Advanced Mud Gas Logging in Combination With Wireline Formation Testing and Geochemical Fingerprinting for an Improved Understanding of Reservoir Architecture

Abstract

Abstract Understanding reservoir architecture is one of the critical factors in successful appraisal and development of any oil/gas field. Increasing drilling costs and environmental challenges has led to the development of alternative appraisal approaches that compliment the more costly and traditional methods such as the drill stem or production test. Therefore, the challenge of obtaining sufficient reservoir and fluid data from complex wells, in short time frames and at manageable costs, has pushed game changing improvements to both mud logging and wire line testing technologies. In the past, interpretation of wireline formation testing data (e.g., static pressure gradient analysis and downhole fluid analyses), PVT and geochemical fingerprinting have provided major inputs for reservoir modeling related to reservoir continuity.
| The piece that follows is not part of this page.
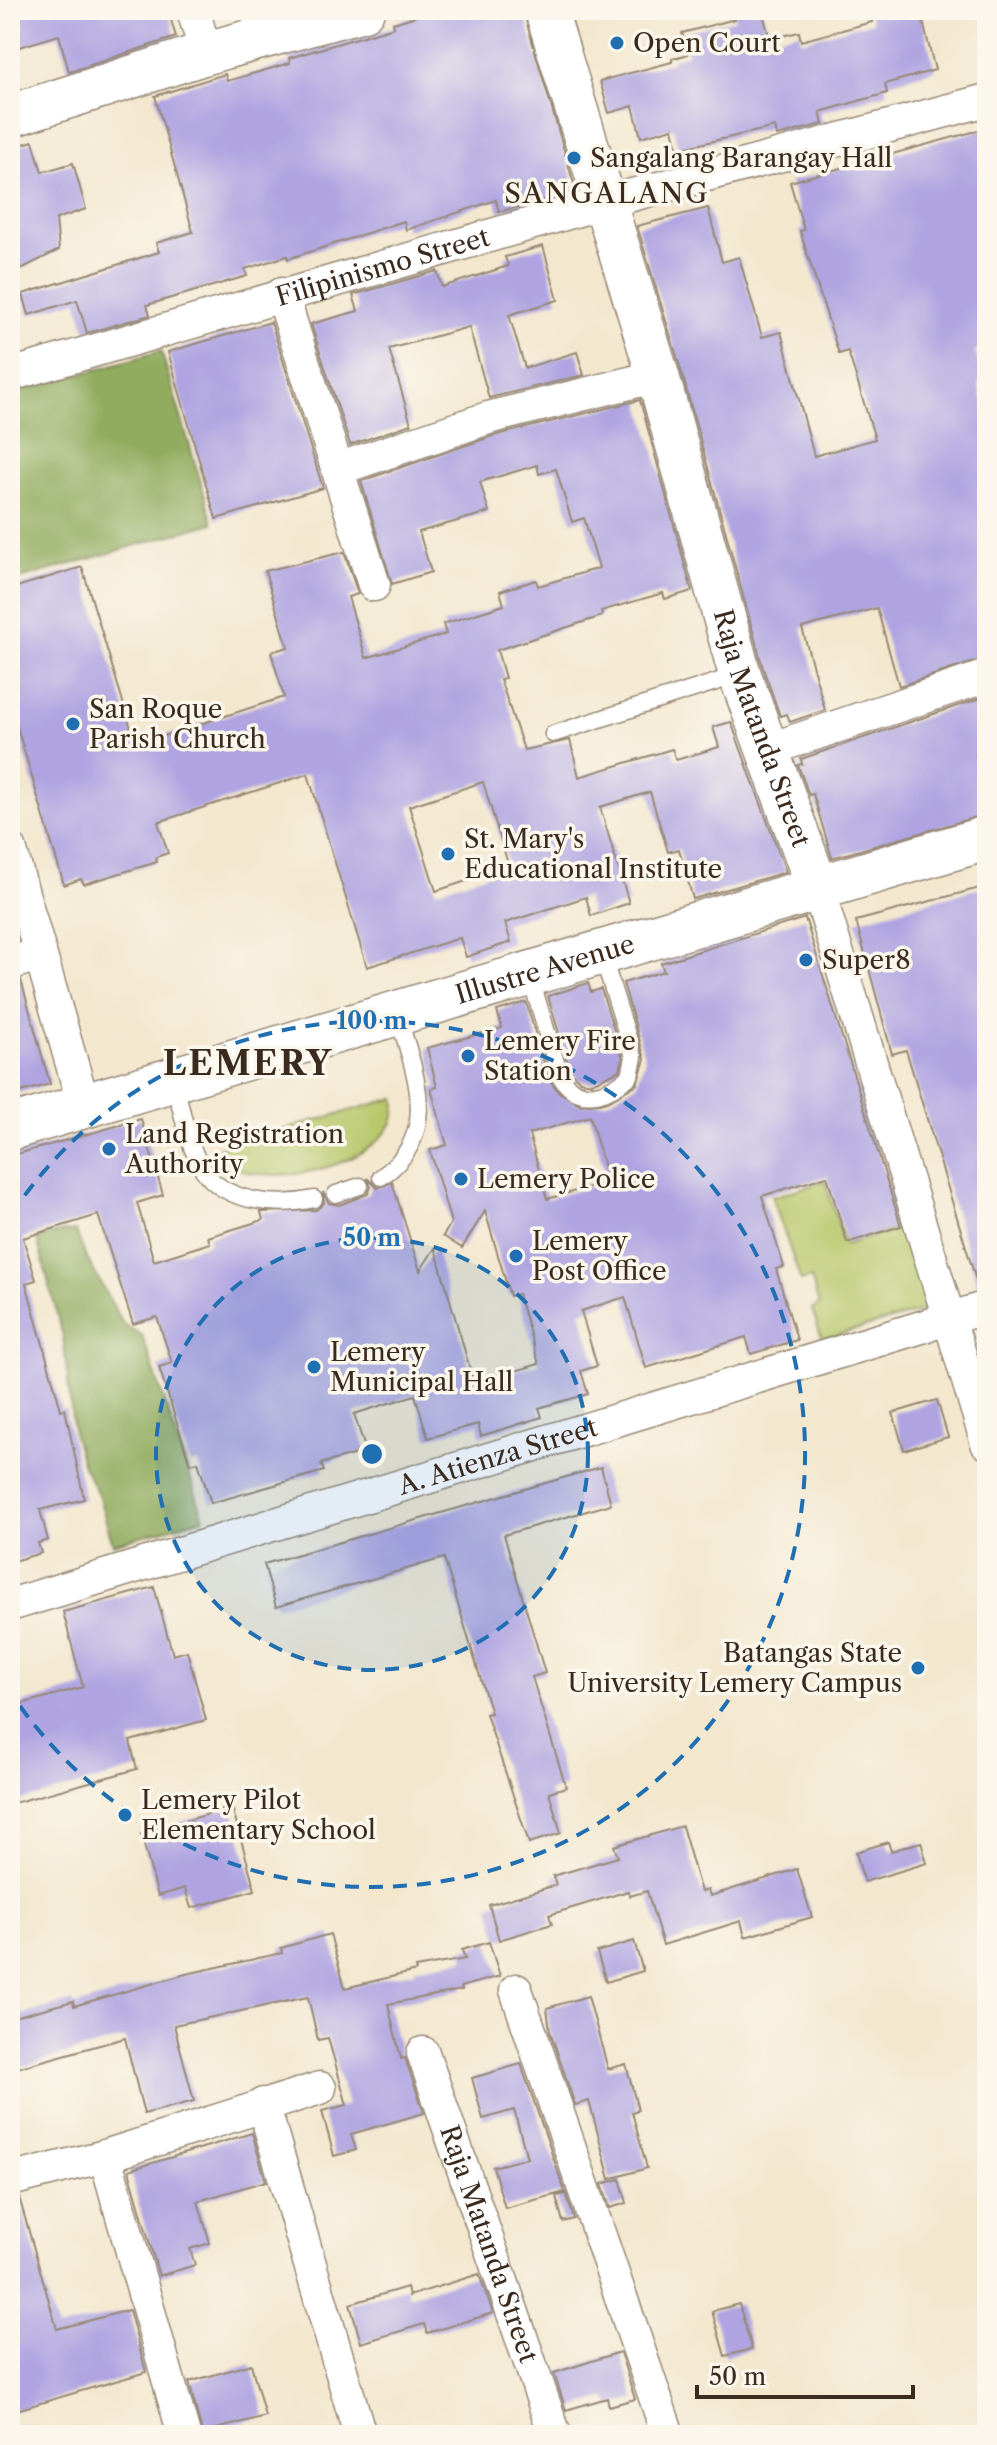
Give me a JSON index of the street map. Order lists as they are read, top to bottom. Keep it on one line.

However, none of these tools or data sets provide hydrocarbon distributions or fingerprints during the drilling process of a given well; only after the well has reached final depth and LWD and e-logs have been obtained can one begin to speculate on such matters as reservoir continuity. Until recently, standard mud gas logging technologies did not offer the resolution and sensitivity necessary to provide quantitative hydrocarbon description. However, recent developments in advanced mud gas extractors and improved analytical detectors have increased the sensitivity, reliability and accuracy of mud gas fingerprinting. Thus, during the drilling of a given well, mud gas fluid fingerprints, or fluid facies, can be correlated within a given well and mapped to subsurface structural features such as faults and seals or different hydrocarbon bearing intervals. By providing this during the drilling process, anomalies observed in these fluid facies logs can be investigated in more detail during formation evaluation, sample collection, and geochemical fingerprinting techniques. In addition, by systematically combining and integrating these fundamentally different data streams, a much more robust picture of the reservoir fluid distribution becomes clear.